After identification of the bronchial segment, multiple approaches might be considered including the application of gelfoam, the use of fibrin glue, coil placement, stents and endobronchial valves.7 There are no controlled studies to determine which of these is the most effective or safest. Travaline et al.1 showed that the implantation of endobronchial one-way valves (Zephyr EBV) was effective for a large number of patients with prolonged air-leaks. Complete cessation of air-leak was achieved in 48% of patients and diminution of magnitude in 45%.

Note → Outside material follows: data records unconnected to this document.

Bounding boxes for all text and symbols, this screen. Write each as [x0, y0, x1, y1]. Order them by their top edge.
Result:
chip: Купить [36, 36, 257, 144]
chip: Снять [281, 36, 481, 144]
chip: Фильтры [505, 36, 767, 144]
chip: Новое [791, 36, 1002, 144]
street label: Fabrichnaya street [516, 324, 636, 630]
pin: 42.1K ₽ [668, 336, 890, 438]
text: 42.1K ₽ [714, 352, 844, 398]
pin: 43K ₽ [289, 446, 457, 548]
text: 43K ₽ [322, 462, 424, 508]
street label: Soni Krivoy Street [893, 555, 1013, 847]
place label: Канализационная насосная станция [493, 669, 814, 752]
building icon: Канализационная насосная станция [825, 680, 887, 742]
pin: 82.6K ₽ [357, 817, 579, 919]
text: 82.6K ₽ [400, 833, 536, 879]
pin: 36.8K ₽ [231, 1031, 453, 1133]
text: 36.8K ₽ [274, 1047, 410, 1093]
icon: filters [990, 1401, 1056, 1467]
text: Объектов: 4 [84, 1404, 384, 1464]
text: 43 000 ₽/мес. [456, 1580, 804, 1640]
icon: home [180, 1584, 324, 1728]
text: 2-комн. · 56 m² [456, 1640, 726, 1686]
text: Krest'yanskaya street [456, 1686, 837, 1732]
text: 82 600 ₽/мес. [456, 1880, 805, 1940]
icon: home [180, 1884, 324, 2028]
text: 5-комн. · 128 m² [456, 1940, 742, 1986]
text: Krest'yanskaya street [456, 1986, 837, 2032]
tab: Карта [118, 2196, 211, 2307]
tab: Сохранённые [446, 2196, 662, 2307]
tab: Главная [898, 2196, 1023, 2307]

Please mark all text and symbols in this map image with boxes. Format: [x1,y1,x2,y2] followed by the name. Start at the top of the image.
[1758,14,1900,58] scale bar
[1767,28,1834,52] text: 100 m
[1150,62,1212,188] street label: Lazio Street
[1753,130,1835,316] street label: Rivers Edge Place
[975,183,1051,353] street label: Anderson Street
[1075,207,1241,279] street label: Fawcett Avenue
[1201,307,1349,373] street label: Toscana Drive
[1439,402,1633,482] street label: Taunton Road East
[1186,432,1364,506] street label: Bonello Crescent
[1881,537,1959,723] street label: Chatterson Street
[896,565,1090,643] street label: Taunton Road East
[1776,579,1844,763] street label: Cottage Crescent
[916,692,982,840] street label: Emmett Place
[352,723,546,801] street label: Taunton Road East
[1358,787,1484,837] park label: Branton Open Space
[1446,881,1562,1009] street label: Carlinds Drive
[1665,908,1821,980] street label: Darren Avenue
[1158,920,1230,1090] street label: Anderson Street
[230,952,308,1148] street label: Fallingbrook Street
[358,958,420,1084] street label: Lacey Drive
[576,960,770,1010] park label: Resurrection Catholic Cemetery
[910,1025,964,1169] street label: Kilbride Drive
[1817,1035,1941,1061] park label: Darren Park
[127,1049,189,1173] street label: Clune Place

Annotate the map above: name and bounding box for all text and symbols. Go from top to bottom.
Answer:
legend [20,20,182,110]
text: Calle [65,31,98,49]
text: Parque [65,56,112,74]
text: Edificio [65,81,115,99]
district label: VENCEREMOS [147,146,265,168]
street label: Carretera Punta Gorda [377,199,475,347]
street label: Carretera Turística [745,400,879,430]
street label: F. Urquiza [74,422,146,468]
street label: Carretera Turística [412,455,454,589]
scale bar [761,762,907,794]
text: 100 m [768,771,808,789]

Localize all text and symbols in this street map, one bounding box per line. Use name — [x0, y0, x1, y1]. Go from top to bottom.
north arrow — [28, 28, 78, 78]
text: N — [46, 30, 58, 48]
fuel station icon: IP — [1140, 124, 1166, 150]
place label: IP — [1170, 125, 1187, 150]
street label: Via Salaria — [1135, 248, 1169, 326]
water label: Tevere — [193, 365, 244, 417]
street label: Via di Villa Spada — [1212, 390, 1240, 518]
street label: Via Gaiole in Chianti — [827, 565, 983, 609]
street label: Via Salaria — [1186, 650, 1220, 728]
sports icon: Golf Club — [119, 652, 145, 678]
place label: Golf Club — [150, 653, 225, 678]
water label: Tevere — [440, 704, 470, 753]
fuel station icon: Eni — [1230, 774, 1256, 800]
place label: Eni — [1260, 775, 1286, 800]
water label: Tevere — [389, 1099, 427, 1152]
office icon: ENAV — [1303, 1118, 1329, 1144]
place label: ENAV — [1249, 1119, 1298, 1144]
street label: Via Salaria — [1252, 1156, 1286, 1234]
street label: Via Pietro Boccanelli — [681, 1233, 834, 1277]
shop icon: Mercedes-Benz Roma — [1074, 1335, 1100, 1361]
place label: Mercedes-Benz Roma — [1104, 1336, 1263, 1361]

In this case the implantation of a Zephyr valve on segment B6 and B7, in association with pleural healing and thickening, decreased the magnitude of the air leak enough for the chest tube to be removed. These nonsurgical approaches appear promising and, for some patients may be the only treatment option. The authors would like to emphasize the use of methylene blue via the chest tube to identify the segments of the persistent air-leak and to guide the endobronchial valves placement.

Ethical disclosures

Protection of human and animal subjects. The authors declare that no experiments were performed on humans or animals for this study.

Confidentiality of data. The authors declare that they have followed the protocols of their work center on the publication of patient data and that all the patients included in the study received sufficient information and gave their written informed consent to participate in the study.

Right to privacy and informed consent. The authors have obtained the written informed consent of the patients or subjects mentioned in the article. The corresponding author is in possession of this document.

Conflicts of interest

The authors have no conflicts of interest to declare.